Our OSAKA-LCSG1102 study was also designed to evaluate the efficacy and safety of maintenance therapy with S-1 for squamous NSCLC. In this study, the DCR was 75.8%, and the median number of treatment cycles including the maintenance phase was 4 (1 to 13). Ten patients (30.3%) were eligible for and received maintenance therapy with S-1, and the transition rate to the maintenance phase was 30.3%. This rate is less than the 57.4% in the PARAMOUNT study and 66.1% in the POINTBREAK study, which targeted non-squamous NSCLC population (11), but was almost equal to that seen in the phase II study of S-1 maintenance therapy for squamous NSCLC. The reasons for not having shifted to maintenance treatment were PD in 16 patients (69.6%) and AEs in 7 patients (21.7%). These findings are consistent with those of a previous report (64.7% in PD and 13.7% in AEs) (8). Given that the median number of treatment courses for a standard dose of S-1 plus carboplatin is four (4), the low rate of transitioning to maintenance phase may be attributed to the squamous cell histology.

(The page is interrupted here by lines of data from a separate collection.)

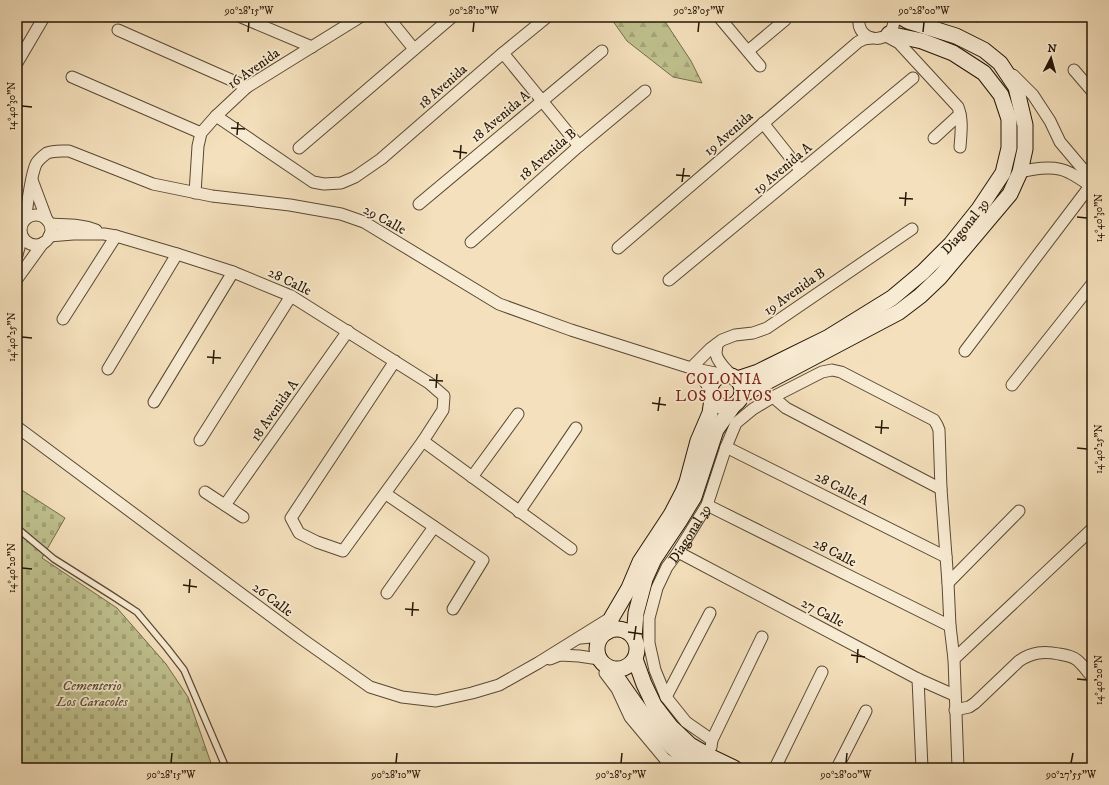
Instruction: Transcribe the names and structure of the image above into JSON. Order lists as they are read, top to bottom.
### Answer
{
  "streets": {
    "street": [
      "16 Avenida",
      "18 Avenida",
      "18 Avenida A",
      "19 Avenida",
      "18 Avenida B",
      "19 Avenida A",
      "29 Calle",
      "Diagonal 39",
      "28 Calle",
      "19 Avenida B",
      "28 Calle A",
      "26 Calle",
      "27 Calle"
    ]
  },
  "crossings": [
    ["16 Avenida", "18 Avenida"],
    ["18 Avenida A", "28 Calle"],
    ["19 Avenida", "Diagonal 39"],
    ["29 Calle", "Diagonal 39"],
    ["29 Calle", "19 Avenida B"],
    ["Diagonal 39", "28 Calle"],
    ["Diagonal 39", "28 Calle A"],
    ["Diagonal 39", "26 Calle"],
    ["Diagonal 39", "27 Calle"]
  ],
  "districts": ["COLONIA LOS OLIVOS"],
  "parks": ["Cementerio Los Caracoles"],
  "north": "top",
  "coordinates": [
    "90°28'15\"W",
    "90°28'10\"W",
    "90°28'05\"W",
    "90°28'00\"W",
    "14°40'30\"N",
    "14°40'25\"N",
    "14°40'20\"N",
    "90°27'55\"W"
  ]
}
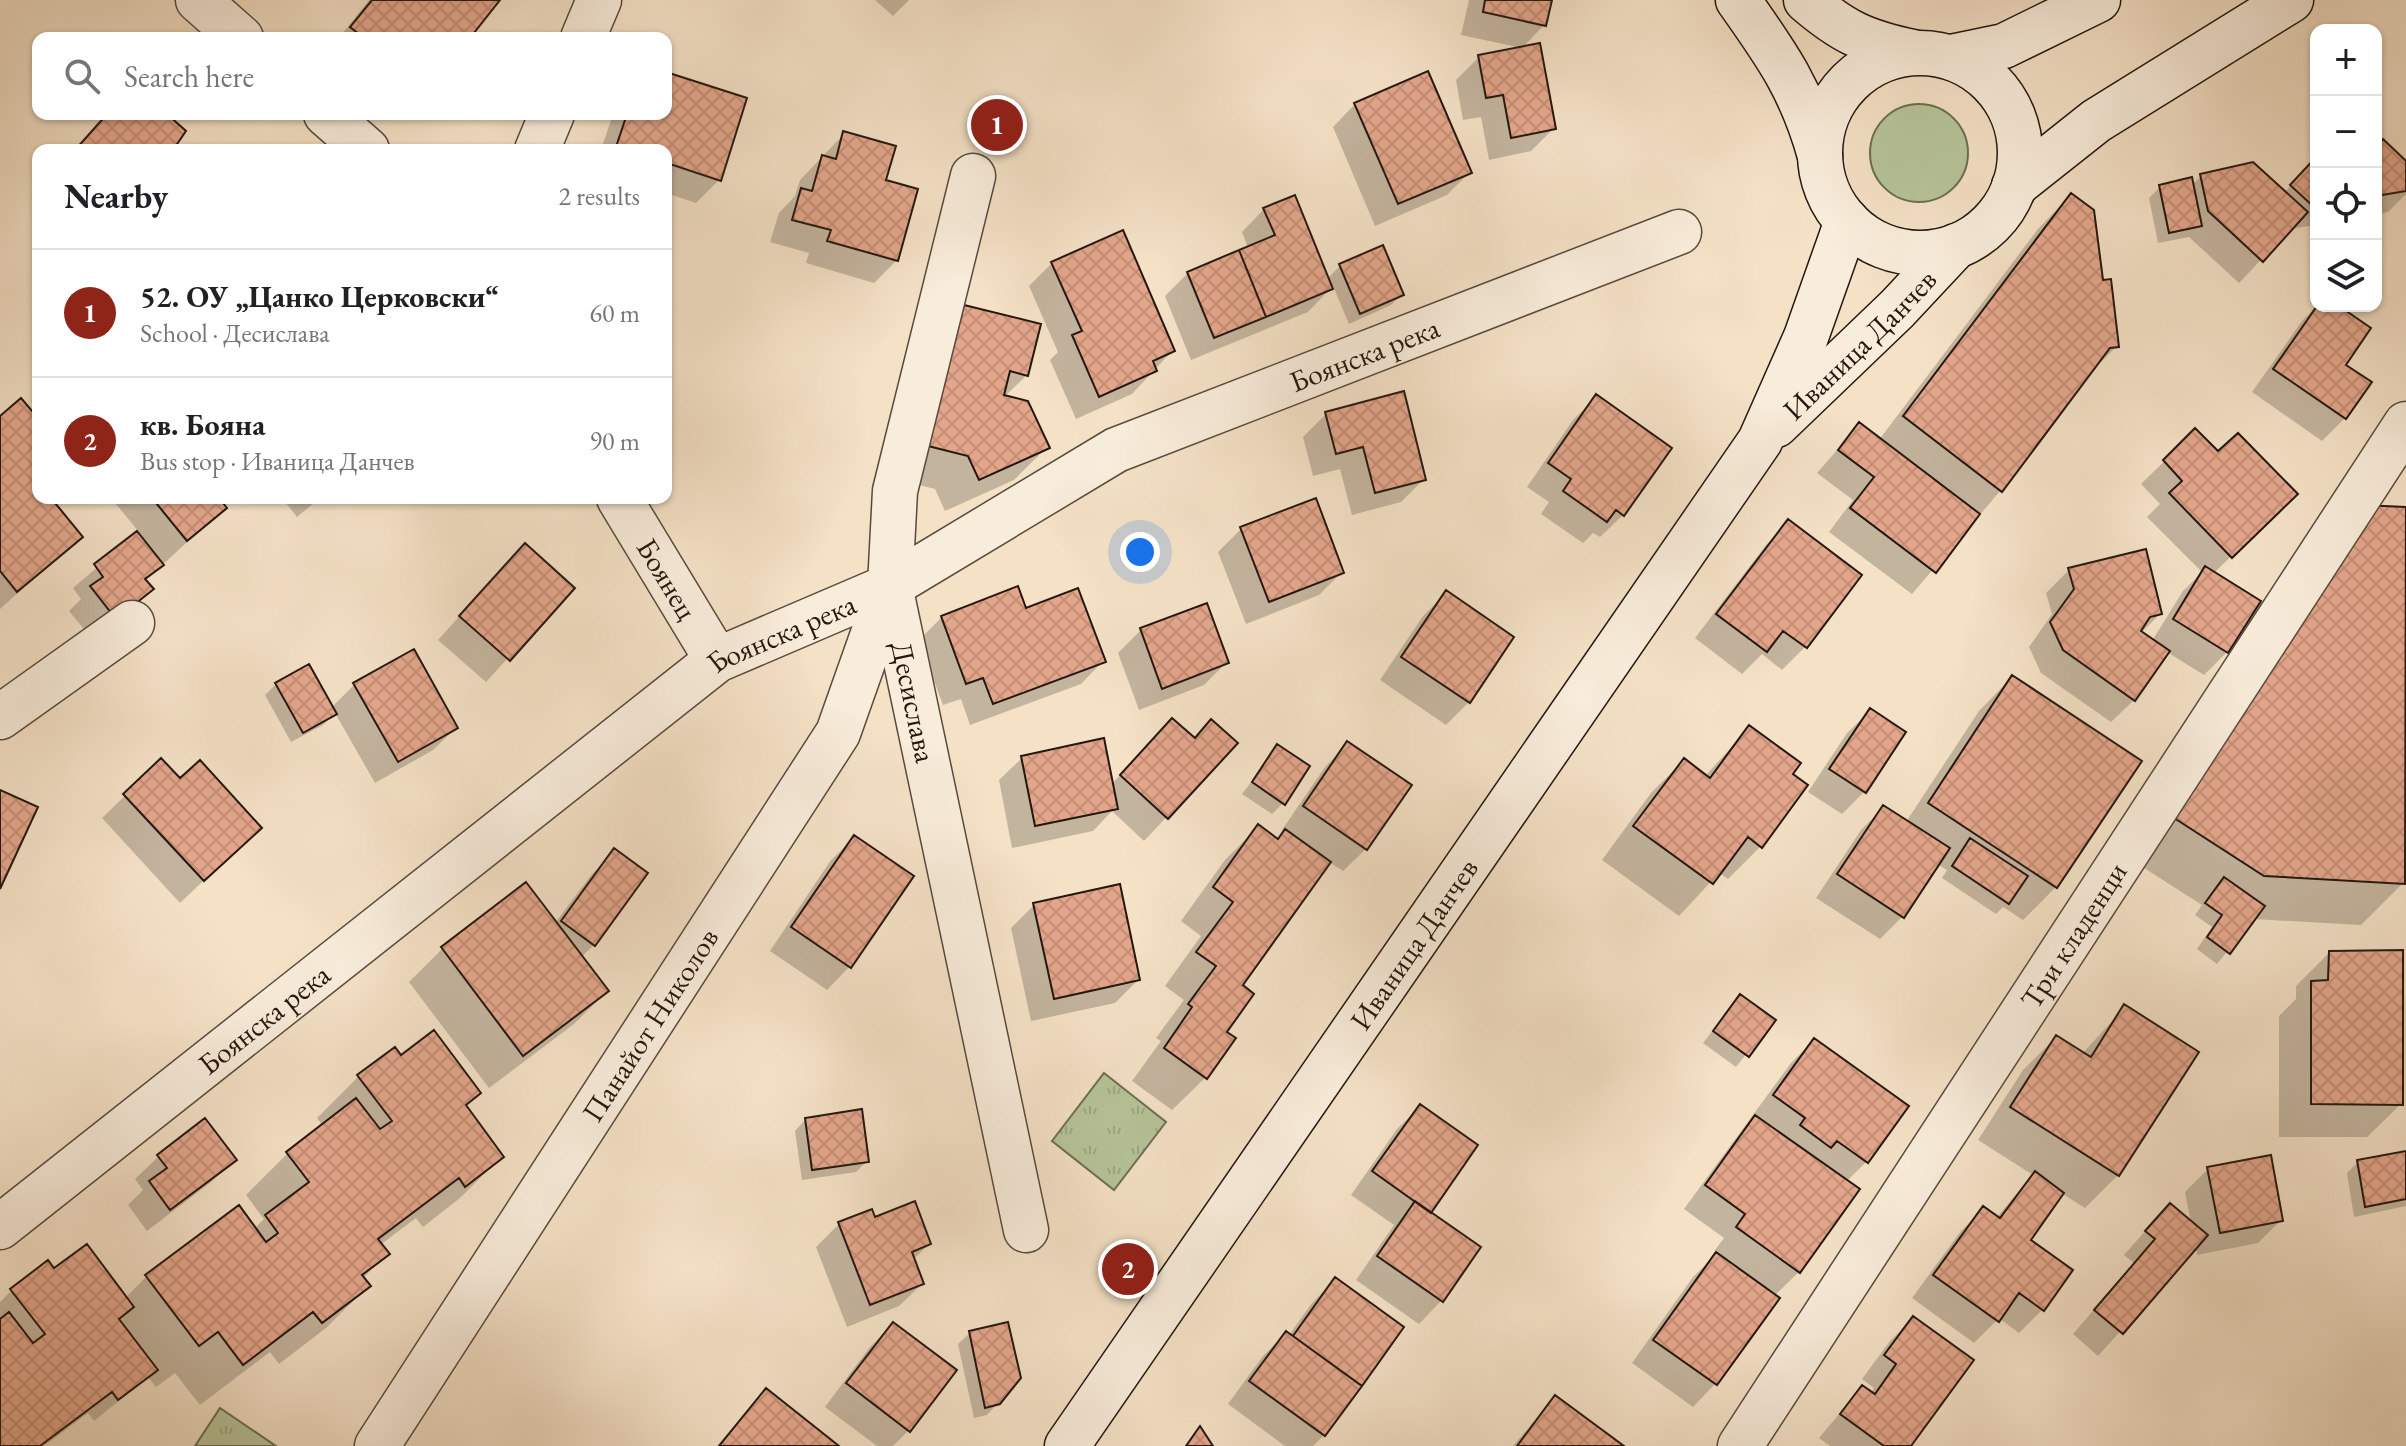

Regarding the S-1 maintenance population, the median number of treatment cycles was 3 (range: 1 to 9). The median PFS and OS were 6.0 and 14.6 months, respectively, suggesting an improvement over previous reports with a tolerable toxicity profile. Maintenance S-1 therapy may therefore be recommended, given the low cumulative toxicity and preservation of the quality of life, Furthermore, S-1 is less expensive than most anticancer drugs, which will reduce the financial burden for patients in the long term. However, our study is a single-arm study, and only 10 patients (30.3%) received maintenance therapy. In addition, we did not determine the effectiveness of maintenance therapy with S-1. At present, a phase III trial comparing the best supportive care and maintenance therapy with S-1, after induction with four cycles of carboplatin plus S-1, for advanced squamous cell lung cancer (WJOG7512 L) is in progress (UMIN000010396).

In conclusion, a tailored dose of S-1 plus carboplatin followed by maintenance S-1 is an effective and feasible treatment for advanced squamous cell lung cancer. This regimen is a potential treatment option for patients with advanced squamous cell NSCLC.

The authors state that they have no Conflict of Interest (COI).